[Items from a dataset]
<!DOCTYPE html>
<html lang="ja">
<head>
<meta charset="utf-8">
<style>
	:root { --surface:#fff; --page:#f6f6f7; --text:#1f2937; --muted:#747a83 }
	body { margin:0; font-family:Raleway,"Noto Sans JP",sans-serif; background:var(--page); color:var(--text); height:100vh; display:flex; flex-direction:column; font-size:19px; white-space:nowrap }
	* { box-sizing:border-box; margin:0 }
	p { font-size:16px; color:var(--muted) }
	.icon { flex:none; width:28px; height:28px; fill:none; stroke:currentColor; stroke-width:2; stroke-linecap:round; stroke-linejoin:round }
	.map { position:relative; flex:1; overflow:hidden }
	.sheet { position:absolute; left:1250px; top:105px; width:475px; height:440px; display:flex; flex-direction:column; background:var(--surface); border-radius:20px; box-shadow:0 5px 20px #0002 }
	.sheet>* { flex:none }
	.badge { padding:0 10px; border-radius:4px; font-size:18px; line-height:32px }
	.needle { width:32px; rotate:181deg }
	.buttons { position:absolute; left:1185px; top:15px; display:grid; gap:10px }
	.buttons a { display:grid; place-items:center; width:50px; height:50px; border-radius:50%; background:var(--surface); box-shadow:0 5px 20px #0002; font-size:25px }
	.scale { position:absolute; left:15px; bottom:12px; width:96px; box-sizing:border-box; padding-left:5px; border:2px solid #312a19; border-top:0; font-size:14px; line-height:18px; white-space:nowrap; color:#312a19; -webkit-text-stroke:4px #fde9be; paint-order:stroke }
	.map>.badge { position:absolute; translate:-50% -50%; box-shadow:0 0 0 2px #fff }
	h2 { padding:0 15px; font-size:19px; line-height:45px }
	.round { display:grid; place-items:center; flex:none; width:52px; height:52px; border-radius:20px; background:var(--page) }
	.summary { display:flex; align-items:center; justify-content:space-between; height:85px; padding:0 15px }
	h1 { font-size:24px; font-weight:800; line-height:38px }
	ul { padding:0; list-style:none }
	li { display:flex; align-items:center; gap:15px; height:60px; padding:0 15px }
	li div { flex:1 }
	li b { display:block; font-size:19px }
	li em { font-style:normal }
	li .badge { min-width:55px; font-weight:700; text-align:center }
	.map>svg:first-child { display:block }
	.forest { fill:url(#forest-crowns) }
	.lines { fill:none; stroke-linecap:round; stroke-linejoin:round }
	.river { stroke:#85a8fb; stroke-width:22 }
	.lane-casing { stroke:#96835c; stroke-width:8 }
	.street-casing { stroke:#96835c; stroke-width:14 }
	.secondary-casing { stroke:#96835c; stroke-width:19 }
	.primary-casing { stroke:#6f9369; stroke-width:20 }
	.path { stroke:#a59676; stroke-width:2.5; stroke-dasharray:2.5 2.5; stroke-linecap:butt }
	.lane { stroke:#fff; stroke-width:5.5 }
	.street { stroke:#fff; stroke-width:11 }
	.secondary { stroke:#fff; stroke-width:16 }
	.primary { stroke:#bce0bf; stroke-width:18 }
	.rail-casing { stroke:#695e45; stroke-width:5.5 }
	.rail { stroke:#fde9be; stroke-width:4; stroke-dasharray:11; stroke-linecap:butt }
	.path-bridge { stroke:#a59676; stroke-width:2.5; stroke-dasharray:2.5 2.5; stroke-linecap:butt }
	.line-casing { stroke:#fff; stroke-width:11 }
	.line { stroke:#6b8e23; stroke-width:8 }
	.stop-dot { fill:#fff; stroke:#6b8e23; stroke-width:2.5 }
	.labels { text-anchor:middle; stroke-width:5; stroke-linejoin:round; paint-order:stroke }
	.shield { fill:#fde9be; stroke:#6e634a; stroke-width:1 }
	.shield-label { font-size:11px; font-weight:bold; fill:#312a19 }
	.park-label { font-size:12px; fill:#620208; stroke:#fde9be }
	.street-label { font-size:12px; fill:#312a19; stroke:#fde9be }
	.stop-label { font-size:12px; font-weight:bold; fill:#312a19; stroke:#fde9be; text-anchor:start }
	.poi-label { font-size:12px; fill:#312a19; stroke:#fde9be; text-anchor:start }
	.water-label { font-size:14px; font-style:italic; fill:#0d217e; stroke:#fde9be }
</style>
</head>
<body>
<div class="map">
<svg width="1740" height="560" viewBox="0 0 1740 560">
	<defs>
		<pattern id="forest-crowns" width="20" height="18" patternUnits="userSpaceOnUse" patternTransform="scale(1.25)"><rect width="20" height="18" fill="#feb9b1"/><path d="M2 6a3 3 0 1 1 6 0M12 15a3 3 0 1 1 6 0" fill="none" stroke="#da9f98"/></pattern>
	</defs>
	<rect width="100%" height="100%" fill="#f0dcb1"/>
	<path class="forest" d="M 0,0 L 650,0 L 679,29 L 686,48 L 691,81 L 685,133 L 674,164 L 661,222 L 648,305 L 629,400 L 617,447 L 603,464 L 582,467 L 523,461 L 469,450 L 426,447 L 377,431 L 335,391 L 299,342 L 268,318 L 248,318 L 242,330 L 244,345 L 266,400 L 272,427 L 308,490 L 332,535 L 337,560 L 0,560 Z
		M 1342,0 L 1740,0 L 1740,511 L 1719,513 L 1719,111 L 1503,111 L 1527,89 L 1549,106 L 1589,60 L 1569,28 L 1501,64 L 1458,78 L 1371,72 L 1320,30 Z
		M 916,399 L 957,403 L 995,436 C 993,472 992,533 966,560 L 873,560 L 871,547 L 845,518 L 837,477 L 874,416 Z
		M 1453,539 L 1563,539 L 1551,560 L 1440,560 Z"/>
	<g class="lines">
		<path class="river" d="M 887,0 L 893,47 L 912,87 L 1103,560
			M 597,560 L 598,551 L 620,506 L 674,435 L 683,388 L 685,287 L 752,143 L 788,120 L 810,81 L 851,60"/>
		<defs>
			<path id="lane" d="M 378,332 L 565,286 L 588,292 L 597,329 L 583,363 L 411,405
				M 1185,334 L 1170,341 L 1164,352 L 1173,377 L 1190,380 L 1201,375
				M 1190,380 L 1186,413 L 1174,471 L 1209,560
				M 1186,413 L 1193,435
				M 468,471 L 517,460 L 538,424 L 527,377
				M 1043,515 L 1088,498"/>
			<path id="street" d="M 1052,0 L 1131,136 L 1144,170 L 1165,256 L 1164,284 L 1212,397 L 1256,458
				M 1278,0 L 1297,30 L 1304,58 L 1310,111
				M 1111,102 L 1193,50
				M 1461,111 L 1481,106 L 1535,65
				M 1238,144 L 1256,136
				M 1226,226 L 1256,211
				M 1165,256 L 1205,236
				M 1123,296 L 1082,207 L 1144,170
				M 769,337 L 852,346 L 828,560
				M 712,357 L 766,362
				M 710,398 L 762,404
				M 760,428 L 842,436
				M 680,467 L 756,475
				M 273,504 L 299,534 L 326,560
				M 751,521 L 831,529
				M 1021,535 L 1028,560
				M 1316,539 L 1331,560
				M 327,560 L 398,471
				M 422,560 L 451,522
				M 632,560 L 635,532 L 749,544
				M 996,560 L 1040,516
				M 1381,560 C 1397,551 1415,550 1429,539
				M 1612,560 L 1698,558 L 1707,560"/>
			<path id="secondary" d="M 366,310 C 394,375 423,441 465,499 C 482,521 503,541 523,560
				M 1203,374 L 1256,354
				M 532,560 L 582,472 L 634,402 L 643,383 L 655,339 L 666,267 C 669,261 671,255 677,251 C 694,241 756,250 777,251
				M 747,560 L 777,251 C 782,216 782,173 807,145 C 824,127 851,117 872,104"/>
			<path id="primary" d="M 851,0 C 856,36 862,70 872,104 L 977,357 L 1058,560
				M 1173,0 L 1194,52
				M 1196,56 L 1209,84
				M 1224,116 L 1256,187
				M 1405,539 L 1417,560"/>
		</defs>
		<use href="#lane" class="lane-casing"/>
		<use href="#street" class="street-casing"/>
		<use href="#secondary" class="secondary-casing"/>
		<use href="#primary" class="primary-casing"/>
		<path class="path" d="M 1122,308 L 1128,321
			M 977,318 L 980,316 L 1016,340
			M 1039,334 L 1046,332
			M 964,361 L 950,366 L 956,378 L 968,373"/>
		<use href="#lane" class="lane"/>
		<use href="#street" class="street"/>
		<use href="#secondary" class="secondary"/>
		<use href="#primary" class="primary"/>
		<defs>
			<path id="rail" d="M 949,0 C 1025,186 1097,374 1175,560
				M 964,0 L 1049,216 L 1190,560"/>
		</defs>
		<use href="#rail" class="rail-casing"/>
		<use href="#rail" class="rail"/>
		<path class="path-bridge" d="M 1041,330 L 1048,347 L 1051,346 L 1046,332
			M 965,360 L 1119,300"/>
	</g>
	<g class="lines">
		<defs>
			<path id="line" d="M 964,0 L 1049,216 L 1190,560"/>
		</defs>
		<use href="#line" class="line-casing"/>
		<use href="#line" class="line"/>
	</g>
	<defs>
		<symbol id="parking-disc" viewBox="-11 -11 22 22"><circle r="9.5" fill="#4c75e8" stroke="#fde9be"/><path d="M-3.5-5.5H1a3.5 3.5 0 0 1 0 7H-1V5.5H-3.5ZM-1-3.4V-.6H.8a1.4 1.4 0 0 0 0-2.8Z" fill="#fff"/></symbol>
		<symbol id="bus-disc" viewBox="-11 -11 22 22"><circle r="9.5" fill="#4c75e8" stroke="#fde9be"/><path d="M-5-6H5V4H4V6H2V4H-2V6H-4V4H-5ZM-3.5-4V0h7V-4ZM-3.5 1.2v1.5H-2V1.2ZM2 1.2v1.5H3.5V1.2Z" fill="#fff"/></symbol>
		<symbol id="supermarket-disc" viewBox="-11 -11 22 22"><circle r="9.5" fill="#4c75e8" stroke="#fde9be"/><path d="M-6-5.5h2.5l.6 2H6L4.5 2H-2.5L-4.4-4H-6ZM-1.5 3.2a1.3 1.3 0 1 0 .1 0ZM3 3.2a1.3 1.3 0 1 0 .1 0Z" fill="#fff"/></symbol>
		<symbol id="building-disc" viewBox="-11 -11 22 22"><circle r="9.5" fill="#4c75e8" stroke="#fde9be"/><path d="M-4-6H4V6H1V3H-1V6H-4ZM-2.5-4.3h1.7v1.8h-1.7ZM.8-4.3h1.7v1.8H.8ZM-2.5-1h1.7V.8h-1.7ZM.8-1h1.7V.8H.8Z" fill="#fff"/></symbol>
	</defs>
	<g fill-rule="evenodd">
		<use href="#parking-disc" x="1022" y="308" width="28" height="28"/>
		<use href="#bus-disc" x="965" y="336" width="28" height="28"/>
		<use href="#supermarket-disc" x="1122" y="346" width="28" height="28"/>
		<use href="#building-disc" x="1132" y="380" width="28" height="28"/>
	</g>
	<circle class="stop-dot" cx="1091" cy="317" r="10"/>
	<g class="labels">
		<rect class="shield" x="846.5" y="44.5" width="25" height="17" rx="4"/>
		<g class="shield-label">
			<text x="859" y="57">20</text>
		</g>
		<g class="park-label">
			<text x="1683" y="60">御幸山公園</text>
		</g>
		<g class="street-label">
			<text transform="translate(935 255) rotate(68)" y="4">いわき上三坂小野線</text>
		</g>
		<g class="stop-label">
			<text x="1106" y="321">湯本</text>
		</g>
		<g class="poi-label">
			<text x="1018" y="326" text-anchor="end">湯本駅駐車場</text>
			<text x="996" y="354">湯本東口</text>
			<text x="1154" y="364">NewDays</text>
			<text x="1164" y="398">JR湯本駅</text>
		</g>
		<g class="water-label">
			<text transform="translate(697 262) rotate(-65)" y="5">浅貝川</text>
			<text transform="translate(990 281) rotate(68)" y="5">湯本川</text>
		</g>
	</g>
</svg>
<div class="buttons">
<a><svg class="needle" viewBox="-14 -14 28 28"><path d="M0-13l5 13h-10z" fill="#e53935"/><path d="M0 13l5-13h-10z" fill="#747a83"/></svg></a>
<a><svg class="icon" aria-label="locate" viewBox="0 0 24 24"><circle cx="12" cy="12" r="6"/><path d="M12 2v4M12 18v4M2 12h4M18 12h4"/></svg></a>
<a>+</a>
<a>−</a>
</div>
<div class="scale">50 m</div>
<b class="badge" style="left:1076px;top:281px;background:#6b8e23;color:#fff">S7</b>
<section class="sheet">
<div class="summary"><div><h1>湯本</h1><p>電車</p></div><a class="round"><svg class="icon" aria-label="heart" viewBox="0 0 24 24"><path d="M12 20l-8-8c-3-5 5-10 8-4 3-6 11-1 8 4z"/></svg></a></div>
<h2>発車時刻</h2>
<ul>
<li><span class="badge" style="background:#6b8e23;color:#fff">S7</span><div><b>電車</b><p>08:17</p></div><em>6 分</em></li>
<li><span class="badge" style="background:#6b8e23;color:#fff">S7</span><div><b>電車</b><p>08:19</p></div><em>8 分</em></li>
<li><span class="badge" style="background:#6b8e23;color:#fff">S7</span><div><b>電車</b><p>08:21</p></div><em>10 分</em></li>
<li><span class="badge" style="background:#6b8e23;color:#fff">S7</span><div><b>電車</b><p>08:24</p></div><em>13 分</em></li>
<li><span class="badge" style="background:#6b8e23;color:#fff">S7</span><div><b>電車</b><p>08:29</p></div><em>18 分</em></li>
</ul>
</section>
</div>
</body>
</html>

Task brief: Across the data, pull every line containing the string "margin".

Result for this exercise:
	body { margin:0; font-family:Raleway,"Noto Sans JP",sans-serif; background:var(--page); color:var(--text); height:100vh; display:flex; flex-direction:column; font-size:19px; white-space:nowrap }
	* { box-sizing:border-box; margin:0 }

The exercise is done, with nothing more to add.